EPPI-Centre, UCL Social Research Institute, University College London, London, UK.
Res Synth Methods. 2022 Jan;13(1):121-133. doi: 10.1002/jrsm.1537. Epub 2021 Nov 25.
Manual screening of citation records could be reduced by using machine classifiers to remove records of very low relevance. This seems particularly feasible for update searches, where a machine classifier can be trained from past screening decisions. However, feasibility is unclear for broad topics. We evaluate the performance and implementation of machine classifiers for update searches of public health research using two case studies. The first study evaluates the impact of using different sets of training data on classifier performance, comparing recall and screening reduction with a manual screening 'gold standard'. The second study uses screening decisions from a review to train a classifier that is applied to rank the update search results. A stopping threshold was applied in the absence of a gold standard. Time spent screening titles and abstracts of different relevancy-ranked records was measured. Results: Study one: Classifier performance varies according to the training data used; all custom-built classifiers had a recall above 93% at the same threshold, achieving screening reductions between 41% and 74%. Study two: applying a classifier provided a solution for tackling a large volume of search results from the update search, and screening volume was reduced by 61%. A tentative estimate indicates over 25 h screening time was saved. In conclusion, custom-built machine classifiers are feasible for reducing screening workload from update searches across a range of public health interventions, with some limitation on recall. Key considerations include selecting a training dataset, agreeing stopping thresholds and processes to ensure smooth workflows.

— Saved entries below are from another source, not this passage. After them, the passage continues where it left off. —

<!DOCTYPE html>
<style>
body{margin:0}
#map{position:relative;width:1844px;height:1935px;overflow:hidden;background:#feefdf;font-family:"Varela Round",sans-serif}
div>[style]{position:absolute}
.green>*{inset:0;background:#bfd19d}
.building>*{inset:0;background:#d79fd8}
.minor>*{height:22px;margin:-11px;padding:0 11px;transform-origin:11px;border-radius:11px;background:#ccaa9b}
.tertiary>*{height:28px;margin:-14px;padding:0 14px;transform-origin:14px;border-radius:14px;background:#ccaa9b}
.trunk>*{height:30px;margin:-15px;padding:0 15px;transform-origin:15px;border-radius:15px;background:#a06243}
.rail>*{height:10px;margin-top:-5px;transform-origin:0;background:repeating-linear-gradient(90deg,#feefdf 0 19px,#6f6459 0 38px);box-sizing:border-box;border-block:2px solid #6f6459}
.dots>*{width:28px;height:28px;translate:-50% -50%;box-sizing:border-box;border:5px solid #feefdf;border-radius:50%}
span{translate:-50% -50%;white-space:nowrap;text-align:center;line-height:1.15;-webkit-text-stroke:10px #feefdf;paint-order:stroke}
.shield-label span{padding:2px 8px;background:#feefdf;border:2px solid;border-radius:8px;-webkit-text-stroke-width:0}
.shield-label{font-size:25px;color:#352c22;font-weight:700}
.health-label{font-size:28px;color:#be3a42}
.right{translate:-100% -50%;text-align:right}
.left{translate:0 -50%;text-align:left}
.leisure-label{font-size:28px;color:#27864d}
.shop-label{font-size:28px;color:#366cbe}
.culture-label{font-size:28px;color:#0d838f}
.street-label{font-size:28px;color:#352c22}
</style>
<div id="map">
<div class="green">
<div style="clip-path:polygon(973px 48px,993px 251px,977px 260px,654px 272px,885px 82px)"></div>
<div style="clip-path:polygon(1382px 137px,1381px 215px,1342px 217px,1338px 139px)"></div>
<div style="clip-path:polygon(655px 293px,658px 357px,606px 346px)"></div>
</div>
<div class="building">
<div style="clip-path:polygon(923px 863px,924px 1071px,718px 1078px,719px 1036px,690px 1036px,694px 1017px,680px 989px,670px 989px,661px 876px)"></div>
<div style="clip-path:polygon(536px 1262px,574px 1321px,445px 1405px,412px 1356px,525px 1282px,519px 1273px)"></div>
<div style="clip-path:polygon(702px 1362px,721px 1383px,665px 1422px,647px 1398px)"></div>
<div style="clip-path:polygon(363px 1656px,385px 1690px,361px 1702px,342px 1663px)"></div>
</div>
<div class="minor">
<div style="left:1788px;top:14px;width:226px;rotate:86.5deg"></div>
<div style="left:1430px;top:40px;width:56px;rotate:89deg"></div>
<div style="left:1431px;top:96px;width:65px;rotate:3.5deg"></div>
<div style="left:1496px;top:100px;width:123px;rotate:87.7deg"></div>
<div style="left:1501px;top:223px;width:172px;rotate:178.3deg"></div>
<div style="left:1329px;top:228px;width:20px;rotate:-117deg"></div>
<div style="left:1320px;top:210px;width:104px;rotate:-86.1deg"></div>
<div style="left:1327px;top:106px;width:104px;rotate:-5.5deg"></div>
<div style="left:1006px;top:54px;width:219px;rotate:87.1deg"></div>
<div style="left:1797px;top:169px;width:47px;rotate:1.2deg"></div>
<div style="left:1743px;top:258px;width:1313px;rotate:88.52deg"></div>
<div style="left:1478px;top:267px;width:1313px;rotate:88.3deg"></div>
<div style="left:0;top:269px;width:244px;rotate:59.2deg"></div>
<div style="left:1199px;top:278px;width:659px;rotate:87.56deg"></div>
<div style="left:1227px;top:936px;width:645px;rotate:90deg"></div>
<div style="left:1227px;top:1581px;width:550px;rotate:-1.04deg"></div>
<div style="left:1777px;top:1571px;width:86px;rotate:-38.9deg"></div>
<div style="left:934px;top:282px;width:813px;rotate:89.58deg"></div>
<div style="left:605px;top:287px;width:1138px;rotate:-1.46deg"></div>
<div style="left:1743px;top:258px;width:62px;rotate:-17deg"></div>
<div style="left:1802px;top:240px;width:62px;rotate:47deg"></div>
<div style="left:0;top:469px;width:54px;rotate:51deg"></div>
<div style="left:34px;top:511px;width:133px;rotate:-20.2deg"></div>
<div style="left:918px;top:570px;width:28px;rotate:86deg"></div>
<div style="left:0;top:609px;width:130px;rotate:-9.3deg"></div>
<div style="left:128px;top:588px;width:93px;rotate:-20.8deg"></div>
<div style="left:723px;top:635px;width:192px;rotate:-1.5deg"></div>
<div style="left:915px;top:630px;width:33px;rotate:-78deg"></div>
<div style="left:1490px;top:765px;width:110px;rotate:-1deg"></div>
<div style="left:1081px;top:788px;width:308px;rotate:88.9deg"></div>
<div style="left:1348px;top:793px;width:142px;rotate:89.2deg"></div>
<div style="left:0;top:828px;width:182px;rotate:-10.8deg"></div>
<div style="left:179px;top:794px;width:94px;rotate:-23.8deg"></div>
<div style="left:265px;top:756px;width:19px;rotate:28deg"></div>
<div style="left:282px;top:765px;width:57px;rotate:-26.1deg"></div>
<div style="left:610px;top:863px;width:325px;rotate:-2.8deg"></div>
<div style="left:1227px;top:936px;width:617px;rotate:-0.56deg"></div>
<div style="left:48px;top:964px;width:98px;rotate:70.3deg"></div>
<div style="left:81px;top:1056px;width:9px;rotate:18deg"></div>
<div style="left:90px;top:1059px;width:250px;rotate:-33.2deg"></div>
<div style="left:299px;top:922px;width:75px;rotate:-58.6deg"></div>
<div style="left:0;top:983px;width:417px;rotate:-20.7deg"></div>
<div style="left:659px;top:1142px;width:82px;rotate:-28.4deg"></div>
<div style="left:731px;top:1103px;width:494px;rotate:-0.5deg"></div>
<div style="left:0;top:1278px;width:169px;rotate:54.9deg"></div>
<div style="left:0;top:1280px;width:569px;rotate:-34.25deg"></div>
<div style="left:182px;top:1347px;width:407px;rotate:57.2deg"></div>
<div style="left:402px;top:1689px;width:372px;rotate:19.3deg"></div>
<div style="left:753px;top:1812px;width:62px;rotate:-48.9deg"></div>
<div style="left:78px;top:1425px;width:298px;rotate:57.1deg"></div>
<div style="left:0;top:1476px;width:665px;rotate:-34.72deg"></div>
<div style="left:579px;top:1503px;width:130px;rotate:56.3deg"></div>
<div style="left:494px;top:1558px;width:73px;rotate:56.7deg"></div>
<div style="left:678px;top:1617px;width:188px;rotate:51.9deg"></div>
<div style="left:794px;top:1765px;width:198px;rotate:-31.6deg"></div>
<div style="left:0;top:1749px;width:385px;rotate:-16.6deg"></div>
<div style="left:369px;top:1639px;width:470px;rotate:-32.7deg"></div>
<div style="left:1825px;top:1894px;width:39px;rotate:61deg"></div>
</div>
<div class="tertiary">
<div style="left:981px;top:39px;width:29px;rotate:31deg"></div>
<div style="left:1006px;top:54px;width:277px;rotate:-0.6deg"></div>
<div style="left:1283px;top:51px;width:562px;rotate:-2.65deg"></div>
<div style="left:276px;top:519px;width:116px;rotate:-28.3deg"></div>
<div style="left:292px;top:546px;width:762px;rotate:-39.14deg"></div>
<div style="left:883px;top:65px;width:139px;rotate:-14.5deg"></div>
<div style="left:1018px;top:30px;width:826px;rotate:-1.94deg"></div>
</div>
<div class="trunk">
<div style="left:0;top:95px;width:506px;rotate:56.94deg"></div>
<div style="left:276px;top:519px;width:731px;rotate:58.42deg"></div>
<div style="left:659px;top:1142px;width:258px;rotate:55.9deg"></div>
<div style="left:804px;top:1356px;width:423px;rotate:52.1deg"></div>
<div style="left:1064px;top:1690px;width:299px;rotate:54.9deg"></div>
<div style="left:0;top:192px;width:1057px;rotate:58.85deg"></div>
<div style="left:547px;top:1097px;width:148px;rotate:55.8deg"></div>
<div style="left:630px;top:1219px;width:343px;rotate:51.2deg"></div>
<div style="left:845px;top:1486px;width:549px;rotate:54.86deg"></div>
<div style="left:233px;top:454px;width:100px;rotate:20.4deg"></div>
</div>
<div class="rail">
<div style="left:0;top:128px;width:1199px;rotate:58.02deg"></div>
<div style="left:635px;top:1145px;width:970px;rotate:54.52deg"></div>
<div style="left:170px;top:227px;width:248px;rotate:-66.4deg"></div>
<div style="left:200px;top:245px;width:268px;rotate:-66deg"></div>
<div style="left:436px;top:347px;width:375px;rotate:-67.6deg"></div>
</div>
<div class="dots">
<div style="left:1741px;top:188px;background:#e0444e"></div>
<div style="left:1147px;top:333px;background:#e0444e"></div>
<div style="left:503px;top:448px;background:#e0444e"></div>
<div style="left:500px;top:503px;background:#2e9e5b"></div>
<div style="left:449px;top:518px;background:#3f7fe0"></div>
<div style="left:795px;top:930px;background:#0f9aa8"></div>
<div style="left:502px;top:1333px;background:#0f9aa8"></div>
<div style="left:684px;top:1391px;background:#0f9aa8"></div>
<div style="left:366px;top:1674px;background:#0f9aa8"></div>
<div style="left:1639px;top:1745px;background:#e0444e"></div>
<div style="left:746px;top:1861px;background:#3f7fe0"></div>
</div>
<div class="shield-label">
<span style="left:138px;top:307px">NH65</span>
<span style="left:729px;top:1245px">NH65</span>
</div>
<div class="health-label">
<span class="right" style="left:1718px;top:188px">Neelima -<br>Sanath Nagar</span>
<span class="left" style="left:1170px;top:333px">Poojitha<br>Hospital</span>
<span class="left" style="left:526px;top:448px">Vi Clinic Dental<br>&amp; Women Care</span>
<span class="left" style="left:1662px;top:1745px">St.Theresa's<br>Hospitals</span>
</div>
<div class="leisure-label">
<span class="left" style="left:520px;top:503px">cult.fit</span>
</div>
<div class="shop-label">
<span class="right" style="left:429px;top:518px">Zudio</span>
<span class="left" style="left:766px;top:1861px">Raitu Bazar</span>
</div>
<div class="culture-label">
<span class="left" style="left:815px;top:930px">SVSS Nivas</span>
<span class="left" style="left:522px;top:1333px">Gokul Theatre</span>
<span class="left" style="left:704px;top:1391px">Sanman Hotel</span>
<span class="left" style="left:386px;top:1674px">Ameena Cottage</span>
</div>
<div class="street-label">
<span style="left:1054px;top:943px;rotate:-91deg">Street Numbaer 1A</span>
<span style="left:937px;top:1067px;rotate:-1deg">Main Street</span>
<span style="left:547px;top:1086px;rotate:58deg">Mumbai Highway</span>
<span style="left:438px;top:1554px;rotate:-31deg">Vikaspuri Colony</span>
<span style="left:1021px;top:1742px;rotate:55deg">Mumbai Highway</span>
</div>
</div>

通过使用机器分类器来去除低相关性的记录,可以减少手动筛选引用记录的工作量。对于更新搜索,这似乎特别可行,因为可以从过去的筛选决策中训练机器分类器。然而,对于广泛的主题,可行性尚不清楚。我们使用两个案例研究来评估机器分类器在公共卫生研究更新搜索中的性能和实施情况。第一项研究评估了使用不同训练数据集对分类器性能的影响,比较了使用手动筛选“黄金标准”的召回率和筛选减少率。第二项研究使用综述中的筛选决策来训练分类器,该分类器应用于对更新搜索结果进行排名。在没有黄金标准的情况下应用了一个停止阈值。测量了对不同相关性排序记录的标题和摘要进行筛选的时间。结果:研究一:分类器性能取决于使用的训练数据;所有定制的分类器在相同的阈值下都有 93%以上的召回率,实现了 41%至 74%的筛选减少率。研究二:应用分类器为处理更新搜索中大量的搜索结果提供了一种解决方案,筛选量减少了 61%。初步估计表明,节省了超过 25 小时的筛选时间。总之,定制的机器分类器可以有效地减少各种公共卫生干预措施的更新搜索中的筛选工作量,但召回率存在一些限制。关键考虑因素包括选择训练数据集、商定停止阈值和流程,以确保流程顺利进行。